> [Data supplied]:
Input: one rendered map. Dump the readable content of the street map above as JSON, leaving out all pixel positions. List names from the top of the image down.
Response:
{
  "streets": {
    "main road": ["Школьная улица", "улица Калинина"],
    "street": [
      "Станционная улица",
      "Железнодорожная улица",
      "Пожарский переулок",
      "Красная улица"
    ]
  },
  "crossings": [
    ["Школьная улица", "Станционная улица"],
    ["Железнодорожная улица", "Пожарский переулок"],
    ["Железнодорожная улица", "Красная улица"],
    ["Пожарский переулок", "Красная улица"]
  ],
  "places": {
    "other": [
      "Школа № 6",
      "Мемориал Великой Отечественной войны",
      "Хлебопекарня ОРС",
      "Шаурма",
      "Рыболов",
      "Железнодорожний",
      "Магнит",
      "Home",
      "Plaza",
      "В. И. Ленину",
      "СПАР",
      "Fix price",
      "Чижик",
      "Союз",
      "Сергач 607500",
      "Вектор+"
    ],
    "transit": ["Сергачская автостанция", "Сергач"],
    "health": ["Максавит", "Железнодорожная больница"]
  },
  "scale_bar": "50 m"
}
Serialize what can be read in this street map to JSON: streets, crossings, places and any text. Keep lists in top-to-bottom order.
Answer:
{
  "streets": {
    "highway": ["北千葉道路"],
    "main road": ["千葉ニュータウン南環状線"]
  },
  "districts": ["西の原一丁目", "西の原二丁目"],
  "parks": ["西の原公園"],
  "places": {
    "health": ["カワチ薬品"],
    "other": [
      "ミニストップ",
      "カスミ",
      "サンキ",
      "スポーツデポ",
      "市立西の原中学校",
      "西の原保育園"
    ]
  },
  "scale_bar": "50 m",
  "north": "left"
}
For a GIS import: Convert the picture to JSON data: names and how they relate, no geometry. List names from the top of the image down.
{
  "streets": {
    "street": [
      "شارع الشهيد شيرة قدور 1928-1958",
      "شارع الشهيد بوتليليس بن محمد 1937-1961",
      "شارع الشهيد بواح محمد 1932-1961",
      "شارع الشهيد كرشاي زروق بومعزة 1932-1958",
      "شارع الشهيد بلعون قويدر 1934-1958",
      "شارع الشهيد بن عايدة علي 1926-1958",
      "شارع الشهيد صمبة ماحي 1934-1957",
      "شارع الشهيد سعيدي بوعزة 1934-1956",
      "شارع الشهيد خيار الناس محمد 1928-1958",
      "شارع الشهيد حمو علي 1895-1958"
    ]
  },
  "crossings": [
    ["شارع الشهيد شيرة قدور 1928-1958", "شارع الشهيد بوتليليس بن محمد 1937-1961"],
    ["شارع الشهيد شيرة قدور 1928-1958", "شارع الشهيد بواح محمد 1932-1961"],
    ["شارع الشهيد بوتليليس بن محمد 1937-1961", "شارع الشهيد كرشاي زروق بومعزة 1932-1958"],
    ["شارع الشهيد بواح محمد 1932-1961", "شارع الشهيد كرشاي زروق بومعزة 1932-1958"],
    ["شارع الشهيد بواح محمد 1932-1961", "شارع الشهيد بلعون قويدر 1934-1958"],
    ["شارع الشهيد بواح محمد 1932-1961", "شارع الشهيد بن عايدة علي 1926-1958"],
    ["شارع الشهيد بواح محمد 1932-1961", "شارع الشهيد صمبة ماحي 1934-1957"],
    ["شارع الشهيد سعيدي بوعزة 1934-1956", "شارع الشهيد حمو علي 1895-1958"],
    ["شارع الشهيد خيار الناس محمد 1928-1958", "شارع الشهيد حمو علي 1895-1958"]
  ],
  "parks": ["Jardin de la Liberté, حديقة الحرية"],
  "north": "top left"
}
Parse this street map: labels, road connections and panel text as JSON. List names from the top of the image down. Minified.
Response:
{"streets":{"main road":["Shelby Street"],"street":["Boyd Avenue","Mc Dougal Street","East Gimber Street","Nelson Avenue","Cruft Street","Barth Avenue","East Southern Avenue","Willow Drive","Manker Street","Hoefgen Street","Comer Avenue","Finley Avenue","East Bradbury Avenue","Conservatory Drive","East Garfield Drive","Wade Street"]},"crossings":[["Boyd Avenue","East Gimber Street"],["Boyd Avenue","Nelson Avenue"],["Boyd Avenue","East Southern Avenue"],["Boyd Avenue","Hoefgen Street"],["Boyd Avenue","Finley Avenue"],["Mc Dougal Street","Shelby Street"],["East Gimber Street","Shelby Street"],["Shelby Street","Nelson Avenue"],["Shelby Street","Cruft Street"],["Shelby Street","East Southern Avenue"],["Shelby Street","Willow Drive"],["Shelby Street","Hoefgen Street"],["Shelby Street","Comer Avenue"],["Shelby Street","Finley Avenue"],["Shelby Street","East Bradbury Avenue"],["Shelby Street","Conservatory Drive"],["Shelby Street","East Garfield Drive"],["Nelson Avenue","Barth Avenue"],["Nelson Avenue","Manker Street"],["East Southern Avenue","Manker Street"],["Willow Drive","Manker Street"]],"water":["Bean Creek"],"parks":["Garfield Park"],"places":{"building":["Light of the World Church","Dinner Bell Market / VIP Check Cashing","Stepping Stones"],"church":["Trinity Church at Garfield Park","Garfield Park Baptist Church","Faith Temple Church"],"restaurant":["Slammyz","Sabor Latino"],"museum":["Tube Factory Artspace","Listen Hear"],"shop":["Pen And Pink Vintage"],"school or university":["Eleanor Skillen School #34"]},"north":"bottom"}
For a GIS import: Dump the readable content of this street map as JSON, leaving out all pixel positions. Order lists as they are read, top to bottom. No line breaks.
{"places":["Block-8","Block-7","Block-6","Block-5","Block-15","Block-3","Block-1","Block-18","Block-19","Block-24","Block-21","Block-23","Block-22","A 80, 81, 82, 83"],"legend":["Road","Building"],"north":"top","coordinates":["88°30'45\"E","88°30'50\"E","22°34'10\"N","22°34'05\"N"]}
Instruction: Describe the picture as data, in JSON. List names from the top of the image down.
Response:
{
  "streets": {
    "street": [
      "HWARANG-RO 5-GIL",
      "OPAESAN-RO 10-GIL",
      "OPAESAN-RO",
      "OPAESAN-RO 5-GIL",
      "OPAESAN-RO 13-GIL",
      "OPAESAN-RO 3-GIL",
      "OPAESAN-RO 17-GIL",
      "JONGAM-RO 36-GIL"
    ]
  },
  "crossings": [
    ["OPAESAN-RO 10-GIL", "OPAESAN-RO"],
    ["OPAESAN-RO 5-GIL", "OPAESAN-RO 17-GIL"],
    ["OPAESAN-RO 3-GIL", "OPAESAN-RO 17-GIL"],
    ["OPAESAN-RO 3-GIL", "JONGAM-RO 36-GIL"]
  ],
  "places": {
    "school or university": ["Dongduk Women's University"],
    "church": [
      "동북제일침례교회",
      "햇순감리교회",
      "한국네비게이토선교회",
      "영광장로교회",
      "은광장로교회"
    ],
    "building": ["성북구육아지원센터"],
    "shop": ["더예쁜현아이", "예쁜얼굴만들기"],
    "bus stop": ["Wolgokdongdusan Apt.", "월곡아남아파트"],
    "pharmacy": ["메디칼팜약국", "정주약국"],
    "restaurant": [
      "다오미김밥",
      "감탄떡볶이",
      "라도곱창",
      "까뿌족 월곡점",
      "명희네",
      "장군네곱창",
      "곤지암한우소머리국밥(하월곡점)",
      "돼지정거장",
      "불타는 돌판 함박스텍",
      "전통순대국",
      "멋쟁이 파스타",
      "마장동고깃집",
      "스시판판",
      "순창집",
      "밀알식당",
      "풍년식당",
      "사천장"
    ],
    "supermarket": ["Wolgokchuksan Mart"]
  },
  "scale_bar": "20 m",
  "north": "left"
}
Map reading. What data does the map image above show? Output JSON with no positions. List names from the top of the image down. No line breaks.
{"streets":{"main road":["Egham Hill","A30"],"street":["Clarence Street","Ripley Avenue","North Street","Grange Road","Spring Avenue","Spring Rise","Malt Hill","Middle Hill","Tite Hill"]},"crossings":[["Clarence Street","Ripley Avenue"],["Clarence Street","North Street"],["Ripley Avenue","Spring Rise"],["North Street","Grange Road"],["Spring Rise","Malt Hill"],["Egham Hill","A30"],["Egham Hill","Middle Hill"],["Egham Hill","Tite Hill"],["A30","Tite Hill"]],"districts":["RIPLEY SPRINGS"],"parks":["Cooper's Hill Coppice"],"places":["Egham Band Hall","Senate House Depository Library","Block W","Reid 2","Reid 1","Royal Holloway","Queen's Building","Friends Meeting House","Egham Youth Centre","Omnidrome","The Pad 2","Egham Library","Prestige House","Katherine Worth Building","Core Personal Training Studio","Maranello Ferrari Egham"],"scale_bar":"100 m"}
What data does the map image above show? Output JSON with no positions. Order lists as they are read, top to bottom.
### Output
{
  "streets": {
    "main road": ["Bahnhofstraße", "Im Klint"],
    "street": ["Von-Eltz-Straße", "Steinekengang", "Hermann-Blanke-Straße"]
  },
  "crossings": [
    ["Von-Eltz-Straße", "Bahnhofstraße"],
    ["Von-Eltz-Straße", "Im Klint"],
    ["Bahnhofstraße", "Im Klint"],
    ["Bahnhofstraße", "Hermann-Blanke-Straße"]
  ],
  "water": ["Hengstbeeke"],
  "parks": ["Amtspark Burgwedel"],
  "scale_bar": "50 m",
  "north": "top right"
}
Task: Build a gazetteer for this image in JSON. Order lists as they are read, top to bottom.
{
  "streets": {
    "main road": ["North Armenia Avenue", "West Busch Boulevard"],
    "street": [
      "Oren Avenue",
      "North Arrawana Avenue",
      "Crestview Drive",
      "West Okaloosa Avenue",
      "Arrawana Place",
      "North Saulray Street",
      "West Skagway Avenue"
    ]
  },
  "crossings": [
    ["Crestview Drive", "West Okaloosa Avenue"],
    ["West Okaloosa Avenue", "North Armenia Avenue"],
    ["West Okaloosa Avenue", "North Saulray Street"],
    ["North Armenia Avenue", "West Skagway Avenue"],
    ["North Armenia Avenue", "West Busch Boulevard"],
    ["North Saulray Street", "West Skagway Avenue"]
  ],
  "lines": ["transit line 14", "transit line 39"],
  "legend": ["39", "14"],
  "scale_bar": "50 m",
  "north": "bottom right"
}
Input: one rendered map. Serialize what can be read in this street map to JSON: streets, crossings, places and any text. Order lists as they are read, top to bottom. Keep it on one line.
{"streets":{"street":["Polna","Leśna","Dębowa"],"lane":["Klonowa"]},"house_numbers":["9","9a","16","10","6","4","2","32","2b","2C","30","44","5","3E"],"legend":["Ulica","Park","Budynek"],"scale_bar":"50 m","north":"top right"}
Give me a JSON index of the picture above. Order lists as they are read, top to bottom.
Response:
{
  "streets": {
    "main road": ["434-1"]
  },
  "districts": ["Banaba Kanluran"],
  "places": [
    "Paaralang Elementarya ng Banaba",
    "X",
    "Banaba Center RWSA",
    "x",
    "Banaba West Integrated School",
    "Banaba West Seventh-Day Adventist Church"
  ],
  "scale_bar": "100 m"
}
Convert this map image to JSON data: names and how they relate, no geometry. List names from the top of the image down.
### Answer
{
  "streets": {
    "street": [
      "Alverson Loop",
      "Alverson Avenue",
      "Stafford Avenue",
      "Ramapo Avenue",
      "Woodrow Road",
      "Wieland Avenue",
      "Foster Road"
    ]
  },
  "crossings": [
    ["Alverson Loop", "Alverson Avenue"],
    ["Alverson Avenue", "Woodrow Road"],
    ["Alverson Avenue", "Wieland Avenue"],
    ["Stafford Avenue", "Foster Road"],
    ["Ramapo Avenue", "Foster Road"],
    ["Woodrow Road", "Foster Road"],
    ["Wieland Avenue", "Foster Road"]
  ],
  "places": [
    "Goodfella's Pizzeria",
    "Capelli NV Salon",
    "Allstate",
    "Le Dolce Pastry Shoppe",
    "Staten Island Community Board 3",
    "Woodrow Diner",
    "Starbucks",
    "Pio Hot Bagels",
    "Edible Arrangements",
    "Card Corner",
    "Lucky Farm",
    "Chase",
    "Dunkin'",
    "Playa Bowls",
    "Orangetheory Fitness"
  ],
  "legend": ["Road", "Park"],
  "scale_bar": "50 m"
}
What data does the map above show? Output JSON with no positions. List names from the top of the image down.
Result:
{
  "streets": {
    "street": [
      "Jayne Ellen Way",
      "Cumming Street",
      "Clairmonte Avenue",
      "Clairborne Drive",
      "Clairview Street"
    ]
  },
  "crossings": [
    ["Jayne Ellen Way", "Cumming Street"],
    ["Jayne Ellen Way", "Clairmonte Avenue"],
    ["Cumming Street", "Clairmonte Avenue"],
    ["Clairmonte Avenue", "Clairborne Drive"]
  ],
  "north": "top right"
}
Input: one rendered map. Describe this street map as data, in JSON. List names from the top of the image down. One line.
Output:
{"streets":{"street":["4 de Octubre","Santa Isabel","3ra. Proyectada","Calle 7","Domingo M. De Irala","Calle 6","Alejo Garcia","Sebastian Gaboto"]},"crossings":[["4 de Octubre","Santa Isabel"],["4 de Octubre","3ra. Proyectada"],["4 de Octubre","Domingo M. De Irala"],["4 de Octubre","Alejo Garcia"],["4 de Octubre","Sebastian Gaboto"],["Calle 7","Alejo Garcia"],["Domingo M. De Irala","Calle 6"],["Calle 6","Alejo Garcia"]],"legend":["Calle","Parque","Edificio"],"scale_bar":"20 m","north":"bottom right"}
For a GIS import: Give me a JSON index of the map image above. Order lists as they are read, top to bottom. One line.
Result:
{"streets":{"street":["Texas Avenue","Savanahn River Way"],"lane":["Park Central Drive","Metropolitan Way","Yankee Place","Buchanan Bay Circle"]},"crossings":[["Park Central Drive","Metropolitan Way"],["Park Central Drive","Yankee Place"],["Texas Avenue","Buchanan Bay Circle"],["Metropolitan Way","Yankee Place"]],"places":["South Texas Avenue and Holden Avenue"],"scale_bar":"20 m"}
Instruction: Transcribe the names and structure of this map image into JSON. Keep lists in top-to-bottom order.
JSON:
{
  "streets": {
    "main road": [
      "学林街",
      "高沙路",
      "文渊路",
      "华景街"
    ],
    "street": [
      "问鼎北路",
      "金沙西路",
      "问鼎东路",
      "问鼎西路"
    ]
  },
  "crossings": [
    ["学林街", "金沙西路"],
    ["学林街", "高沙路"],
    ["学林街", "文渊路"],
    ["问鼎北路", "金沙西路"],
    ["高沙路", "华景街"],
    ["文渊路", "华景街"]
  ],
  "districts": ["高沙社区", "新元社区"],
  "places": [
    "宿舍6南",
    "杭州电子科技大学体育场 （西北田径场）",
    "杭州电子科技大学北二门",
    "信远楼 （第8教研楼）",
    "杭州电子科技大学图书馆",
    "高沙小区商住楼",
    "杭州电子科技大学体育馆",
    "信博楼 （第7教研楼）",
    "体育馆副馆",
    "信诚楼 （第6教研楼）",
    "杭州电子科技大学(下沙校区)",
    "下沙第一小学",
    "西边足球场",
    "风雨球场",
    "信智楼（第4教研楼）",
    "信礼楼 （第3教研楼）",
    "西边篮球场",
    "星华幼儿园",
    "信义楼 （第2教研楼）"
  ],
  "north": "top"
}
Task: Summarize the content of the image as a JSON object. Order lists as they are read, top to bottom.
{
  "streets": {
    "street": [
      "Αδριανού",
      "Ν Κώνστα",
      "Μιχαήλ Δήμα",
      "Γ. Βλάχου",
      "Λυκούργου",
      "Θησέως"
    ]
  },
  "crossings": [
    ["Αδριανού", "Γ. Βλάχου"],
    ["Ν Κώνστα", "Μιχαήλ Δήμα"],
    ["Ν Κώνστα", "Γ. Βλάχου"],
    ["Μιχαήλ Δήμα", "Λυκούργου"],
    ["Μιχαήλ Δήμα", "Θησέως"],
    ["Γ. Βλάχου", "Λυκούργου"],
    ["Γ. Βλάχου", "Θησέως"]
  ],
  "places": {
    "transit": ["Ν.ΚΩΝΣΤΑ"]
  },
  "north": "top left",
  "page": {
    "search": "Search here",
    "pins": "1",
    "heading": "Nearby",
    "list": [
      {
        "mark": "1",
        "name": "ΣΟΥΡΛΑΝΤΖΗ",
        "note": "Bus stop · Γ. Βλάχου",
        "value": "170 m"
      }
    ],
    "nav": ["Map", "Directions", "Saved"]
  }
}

> [Exercise instructions]:
Taking the lines above, repeat exactly those from the line that contains "For a GIS import: Dump" through the line that contains "Instruction: Describe the", and both of those lines as well. Include nothing else.

> [Solution below]:
For a GIS import: Dump the readable content of this street map as JSON, leaving out all pixel positions. Order lists as they are read, top to bottom. No line breaks.
{"places":["Block-8","Block-7","Block-6","Block-5","Block-15","Block-3","Block-1","Block-18","Block-19","Block-24","Block-21","Block-23","Block-22","A 80, 81, 82, 83"],"legend":["Road","Building"],"north":"top","coordinates":["88°30'45\"E","88°30'50\"E","22°34'10\"N","22°34'05\"N"]}
Instruction: Describe the picture as data, in JSON. List names from the top of the image down.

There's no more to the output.